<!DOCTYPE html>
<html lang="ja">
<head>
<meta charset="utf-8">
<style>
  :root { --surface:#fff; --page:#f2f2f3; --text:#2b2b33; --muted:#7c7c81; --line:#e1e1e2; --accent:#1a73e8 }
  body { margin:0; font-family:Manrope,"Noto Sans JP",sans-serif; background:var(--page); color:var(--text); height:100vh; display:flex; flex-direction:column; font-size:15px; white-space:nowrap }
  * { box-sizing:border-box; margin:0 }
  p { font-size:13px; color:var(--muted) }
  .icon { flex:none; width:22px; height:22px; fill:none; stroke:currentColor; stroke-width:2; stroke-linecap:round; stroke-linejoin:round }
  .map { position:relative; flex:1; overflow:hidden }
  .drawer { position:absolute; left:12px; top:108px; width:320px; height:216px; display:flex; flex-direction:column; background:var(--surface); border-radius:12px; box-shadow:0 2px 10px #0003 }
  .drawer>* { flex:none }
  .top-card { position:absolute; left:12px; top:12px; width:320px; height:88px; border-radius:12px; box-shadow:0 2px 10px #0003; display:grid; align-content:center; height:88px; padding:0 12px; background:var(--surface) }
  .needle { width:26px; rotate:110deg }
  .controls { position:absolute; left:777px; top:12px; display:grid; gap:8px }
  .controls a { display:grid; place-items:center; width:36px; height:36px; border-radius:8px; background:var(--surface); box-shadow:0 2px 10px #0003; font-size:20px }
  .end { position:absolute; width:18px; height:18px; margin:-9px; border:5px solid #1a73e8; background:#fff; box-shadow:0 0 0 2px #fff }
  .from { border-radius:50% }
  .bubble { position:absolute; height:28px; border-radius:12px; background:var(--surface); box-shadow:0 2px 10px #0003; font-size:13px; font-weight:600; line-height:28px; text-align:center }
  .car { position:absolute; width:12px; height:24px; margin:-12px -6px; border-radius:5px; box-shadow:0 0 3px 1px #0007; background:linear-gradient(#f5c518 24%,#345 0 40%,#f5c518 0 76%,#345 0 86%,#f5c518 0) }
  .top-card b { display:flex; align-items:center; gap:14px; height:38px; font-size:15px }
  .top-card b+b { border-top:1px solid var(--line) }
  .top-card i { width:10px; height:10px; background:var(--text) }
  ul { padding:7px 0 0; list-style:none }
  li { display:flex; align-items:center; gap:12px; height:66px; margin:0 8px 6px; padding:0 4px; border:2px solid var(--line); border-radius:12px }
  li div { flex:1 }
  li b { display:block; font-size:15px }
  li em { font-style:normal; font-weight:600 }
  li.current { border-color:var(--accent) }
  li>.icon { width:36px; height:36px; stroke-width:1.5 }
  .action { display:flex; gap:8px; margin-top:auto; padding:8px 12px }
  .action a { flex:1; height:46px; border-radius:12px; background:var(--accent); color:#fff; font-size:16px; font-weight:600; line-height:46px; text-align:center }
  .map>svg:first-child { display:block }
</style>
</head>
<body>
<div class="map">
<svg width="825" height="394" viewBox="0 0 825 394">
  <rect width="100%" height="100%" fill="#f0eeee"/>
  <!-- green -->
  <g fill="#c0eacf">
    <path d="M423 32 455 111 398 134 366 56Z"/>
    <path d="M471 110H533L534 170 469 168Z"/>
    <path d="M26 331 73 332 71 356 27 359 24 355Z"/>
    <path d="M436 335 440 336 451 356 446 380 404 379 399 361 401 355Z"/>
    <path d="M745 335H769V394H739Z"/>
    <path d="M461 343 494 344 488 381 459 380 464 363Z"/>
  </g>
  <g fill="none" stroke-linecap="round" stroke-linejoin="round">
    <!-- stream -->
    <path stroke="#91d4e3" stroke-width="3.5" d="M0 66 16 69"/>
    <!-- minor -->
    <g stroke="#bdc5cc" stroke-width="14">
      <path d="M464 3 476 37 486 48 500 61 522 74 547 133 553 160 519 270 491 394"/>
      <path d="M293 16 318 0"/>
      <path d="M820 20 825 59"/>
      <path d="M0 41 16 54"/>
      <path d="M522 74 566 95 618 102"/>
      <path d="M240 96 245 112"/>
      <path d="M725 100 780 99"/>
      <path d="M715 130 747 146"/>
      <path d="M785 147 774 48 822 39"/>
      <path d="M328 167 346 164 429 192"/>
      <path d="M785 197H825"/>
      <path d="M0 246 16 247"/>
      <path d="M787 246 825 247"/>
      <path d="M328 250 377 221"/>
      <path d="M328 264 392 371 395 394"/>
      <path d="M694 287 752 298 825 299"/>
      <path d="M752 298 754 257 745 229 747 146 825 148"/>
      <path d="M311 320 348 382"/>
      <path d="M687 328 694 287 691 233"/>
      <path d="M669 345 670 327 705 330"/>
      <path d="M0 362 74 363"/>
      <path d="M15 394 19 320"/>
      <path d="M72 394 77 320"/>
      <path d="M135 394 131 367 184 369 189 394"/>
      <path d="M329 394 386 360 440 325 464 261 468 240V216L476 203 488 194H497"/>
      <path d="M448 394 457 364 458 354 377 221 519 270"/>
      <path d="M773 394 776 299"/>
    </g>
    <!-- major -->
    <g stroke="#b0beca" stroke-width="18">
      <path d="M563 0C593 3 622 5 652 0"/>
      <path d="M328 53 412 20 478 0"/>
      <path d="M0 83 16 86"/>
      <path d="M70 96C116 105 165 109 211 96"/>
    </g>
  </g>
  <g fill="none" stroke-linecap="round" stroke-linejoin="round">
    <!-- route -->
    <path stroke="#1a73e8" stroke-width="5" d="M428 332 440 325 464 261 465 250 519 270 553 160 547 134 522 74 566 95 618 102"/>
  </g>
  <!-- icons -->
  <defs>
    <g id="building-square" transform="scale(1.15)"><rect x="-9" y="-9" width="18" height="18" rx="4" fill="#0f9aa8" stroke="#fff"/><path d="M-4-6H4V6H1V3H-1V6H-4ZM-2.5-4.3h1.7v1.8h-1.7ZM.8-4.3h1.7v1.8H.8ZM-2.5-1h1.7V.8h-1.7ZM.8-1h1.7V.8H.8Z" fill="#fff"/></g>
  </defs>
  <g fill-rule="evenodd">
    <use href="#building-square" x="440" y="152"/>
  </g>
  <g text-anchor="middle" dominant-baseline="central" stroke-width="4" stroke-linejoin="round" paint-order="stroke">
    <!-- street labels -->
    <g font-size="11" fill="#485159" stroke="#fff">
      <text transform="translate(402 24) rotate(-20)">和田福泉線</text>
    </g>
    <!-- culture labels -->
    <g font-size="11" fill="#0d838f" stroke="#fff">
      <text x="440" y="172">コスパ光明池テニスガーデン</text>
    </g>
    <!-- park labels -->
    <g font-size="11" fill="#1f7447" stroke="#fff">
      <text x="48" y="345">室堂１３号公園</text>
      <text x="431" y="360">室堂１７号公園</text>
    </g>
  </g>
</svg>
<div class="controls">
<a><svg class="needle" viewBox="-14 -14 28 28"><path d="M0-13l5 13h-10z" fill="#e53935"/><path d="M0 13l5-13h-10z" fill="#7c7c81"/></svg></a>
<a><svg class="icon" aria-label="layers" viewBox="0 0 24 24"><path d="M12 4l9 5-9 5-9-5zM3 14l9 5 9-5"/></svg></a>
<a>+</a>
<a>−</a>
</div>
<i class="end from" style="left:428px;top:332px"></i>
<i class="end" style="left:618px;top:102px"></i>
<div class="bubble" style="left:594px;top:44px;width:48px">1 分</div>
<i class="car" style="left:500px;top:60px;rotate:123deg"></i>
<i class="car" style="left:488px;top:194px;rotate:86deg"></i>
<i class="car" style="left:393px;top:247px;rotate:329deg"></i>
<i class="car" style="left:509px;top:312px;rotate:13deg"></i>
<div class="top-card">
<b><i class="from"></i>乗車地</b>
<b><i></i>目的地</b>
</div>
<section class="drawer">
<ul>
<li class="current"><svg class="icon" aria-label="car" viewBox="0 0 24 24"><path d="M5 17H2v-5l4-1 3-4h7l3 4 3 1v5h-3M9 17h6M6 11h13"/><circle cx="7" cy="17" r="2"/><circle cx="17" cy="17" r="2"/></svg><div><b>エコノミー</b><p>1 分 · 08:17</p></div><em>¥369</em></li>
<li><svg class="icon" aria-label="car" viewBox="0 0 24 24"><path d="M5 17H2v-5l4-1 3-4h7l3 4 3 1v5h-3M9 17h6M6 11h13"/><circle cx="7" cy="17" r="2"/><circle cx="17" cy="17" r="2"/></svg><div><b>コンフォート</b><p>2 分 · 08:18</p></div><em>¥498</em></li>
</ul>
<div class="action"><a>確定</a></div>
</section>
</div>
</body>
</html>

• • • • •

Please go through the data above and copy each line containing the word "needle".

> **THE COMPLETED TASK**:
  .needle { width:26px; rotate:110deg }
<a><svg class="needle" viewBox="-14 -14 28 28"><path d="M0-13l5 13h-10z" fill="#e53935"/><path d="M0 13l5-13h-10z" fill="#7c7c81"/></svg></a>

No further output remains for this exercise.